Native Animals of South America
The tamandua is an anteater. There are two species in the genus Tamandua – the southern and the northern. Other anteaters in South America include the giant anteater (Myrmecophaga tridactyla) and the silky anteater (Cyclopes didactylus). The nickname is 'stinker of the forest' as it can spray a foul secretion which is purported to be four times more powerful than a skunk's.
In their native areas, tamanduas are sometimes kept as pets by people specifically to keep their homes free of ants and termites.
The Southern tamandua (Tamandua tetradactyla) is found from Venezuela and Trinidad through to northern Argentina, southern Brazil and Uruguay. It is also called the collared anteater or lesser anteater. There are four subspecies of the southern tamandua.
The Northern tamandua (above) (Tamandua mexicana) is found north of northern Venezuela and northern Peru west of the Andes throughout Central America and into south-east Mexico.
The southern tamandua is found in a variety of habitats from tropical rainforests, grasslands and thorny scrub. It is often found near waterways in areas thick with vines and epiphytes.

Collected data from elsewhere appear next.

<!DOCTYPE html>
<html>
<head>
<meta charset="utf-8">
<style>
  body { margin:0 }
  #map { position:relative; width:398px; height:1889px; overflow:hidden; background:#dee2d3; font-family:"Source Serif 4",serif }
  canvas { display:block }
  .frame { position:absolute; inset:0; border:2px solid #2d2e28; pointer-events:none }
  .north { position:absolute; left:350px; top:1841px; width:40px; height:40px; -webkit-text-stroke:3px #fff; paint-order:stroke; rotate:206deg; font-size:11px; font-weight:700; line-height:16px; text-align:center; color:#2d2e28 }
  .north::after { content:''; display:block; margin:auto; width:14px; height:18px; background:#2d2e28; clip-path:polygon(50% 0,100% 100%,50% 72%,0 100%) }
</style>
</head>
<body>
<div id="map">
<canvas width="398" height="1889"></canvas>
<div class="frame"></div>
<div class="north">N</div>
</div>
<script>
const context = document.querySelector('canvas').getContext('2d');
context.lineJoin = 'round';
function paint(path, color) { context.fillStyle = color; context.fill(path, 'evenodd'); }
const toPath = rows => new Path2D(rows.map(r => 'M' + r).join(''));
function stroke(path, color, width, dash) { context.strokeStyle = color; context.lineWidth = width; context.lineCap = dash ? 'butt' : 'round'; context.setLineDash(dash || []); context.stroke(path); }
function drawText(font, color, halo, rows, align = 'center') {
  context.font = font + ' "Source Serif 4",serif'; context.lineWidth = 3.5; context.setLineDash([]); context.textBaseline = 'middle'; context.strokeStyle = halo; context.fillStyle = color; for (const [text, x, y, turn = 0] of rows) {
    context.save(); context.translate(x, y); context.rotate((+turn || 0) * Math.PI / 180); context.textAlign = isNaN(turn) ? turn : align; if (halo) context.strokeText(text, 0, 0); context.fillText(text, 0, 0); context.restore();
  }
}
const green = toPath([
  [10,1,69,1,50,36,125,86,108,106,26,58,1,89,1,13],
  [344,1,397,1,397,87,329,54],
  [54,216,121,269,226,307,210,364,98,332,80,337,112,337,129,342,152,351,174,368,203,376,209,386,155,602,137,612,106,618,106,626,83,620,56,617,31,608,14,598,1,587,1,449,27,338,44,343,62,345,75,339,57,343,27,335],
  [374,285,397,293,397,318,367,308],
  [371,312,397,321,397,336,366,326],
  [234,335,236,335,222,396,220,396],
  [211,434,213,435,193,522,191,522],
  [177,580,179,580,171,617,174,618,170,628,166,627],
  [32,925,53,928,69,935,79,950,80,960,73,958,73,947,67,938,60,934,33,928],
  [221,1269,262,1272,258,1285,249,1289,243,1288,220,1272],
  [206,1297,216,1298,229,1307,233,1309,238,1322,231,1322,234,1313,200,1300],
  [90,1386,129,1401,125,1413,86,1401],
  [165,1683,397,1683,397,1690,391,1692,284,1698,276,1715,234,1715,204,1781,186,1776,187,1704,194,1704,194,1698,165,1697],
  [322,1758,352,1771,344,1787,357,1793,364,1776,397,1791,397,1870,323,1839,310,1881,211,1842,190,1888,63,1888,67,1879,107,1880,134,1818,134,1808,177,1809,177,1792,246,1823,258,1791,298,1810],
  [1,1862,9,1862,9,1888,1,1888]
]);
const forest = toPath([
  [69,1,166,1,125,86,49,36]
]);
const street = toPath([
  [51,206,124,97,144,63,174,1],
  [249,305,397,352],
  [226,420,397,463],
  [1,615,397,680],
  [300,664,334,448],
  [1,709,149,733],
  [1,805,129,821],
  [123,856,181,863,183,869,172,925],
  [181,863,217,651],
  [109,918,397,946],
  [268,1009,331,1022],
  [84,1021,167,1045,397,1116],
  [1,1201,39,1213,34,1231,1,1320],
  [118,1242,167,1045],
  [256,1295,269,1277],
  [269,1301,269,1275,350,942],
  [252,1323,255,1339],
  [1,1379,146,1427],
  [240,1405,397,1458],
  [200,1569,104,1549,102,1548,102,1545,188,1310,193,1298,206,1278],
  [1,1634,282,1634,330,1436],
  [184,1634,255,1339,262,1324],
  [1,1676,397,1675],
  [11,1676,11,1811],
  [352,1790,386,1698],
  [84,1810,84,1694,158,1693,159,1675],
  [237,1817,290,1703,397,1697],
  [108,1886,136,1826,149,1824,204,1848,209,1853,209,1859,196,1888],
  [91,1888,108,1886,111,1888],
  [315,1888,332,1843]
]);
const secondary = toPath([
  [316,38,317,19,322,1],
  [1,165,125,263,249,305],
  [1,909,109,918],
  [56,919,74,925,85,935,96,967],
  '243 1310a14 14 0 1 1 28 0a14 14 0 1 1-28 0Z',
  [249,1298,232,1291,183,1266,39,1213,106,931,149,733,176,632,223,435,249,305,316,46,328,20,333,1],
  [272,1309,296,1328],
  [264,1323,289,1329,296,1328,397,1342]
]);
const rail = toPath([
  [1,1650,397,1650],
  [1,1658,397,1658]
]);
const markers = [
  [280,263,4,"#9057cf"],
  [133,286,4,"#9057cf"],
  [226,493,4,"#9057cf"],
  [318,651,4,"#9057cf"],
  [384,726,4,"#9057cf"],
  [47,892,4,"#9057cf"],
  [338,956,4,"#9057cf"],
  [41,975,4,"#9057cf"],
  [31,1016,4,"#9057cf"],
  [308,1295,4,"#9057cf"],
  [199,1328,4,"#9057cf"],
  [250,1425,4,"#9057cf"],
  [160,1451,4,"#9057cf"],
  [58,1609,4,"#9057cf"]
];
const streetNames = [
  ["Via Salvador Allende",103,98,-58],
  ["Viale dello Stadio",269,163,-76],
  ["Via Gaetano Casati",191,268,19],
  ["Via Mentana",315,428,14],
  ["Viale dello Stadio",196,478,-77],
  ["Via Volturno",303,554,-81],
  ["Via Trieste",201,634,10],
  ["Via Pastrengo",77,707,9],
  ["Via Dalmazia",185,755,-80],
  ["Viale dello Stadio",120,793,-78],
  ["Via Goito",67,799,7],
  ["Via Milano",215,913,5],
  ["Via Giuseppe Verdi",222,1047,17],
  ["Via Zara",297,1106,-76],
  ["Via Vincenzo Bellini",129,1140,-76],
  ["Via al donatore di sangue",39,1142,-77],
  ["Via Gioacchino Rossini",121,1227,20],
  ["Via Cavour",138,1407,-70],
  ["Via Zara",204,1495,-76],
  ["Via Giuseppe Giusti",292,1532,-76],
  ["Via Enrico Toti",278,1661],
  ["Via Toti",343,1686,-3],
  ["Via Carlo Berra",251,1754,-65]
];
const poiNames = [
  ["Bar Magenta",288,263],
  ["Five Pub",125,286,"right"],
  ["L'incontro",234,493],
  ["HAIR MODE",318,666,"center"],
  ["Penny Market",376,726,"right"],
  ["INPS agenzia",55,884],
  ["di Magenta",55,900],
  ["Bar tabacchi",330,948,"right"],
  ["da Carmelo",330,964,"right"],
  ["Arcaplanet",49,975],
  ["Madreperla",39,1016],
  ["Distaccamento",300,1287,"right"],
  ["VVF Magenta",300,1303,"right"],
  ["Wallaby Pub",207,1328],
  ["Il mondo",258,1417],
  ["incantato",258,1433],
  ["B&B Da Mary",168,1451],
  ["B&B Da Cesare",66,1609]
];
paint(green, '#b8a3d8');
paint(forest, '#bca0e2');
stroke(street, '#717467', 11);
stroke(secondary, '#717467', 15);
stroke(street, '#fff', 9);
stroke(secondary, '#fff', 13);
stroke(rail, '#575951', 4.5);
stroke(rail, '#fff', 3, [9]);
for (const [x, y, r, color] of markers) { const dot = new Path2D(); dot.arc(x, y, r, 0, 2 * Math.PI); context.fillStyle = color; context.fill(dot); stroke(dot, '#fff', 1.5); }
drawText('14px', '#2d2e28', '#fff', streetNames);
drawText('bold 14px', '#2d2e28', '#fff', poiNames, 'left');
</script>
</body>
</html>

The southern tamandua is about 34 to 65 cm long with the tail adding another 37 to 67 cm. They weigh between 3 and 8 kg. The coarse fur is thick and bristly. The base colour is tan, blond or brown with a broad black lateral band, covering nearly all the side of the body Although northern tamanduas have a black V going down the back, only some of the southern tamanduas have this V, mainly animals from the south-eastern part of the range. These have black markings from the shoulders to the rump. The black area is wider near the shoulder and extends down the front legs. There is no hair on the underside and tip of the tail which is partially prehensile.
The forearms are strong. The powerful forefeet have four clawed digits and the hind feet have five. Because of their long, sharp claws, they walk on the outsides of the 'hands' to avoid being damaged by the claws. They spend most of their time in the trees and are very clumsy on the ground. This is in contrast to the giant anteater who can get up a good gallop if he needs to. The muscles in the toes are strong giving it enough leverage to rip open wood with its large claw. Tough pads on the palms of the forefeet enable it to grip branches as it climbs and the partially prehensile tail helps in gripping and balancing.
The tamandua has one of the lowest body temperatures of land mammals.
The head is tapered and the curved mouth long and tubular but with a very narrow opening, about the diameter of a small stick. The tongue is rounded and some 40 cm in length. It is covered with a sticky saliva and is thrust in and out of ant nests. The eyes of the tamandua are small and vision is not good but the ears are large and upright. The ears are about 5 cm in length as compared to 4 cm in the northern species.
The tongue is attached at the top of the sternum. The oral cavity is adapted to suit the tongue with the back of the soft palate level with the 5th cervical vertebra near the base of the neck. The giant anteater and pangolin have a similar structure.
Tamanduas are semi-arboreal and solitary. They are mostly nocturnal and nest in hollow tree trunks or abandoned burrows. Home ranges vary from 100 to 375 hectares. When aggravated they hiss and emit a foul-smelling odour, said to be four times as strong as that of the skunk. When threatened it will back up against a rock or tree (if it is on the ground) and grab for the opponent with its forearms. If in a tree, it will hold tight with the hind legs and tail and prepare to do battle with the long, curved claws of the forearms.
The stomach of a tamandua may contain over 0.45 kgs of ants. It may eat an estimated 9,000 ants in a day. They only eat for a short time at each nest which means they don't get stung or bitten as much. The tongue is sticky and has small barbs to help capture its prey.
It also eats termites, bees and a small amount of fruit. In zoos it is fed a high protein mix with honey and fruit as treats. Food is located by scent though ants with strong chemical defences are left alone. It will co-exist with giant anteaters as the tamandua can feed from nests in trees which are inaccessible to its bigger cousin.
The tamandua has no teeth but relies on the stomach to grind and digest its food after swallowing. It also ingests sand and grit into the gizzard where its food is ground up and broken down.
The sexes come together only to mate. Females are polyoestrous, coming into season several times a year.
One offspring is born after a gestation of about five months and is cared for by the mother. The baby weighs about 380 grams and is born a solid colour. Its eyes are open from birth and it already has big claws. It travels on the mother's back although she will place it on a branch while she forages. Juveniles mature at about 18 months of age and the life span is eight to twelve years.
The normal smell of the tamandua is enough to keep most predators at bay. However jaguars, birds of prey and smaller carnivores such as the margay are known to kill tamanduas. It is also killed by hunters as the thick tendons in the tail are made into rope.
Although the tamandua is widespread throughout its range it is not common. The tamandua is mentioned in Appendix II of CITES (Convention on International Trade in Endangered Species of Wild Fauna and Flora). Appendix II lists some 32,500 species that are not necessarily under threat of extinction but may be at risk if trade in such species is not strictly regulated.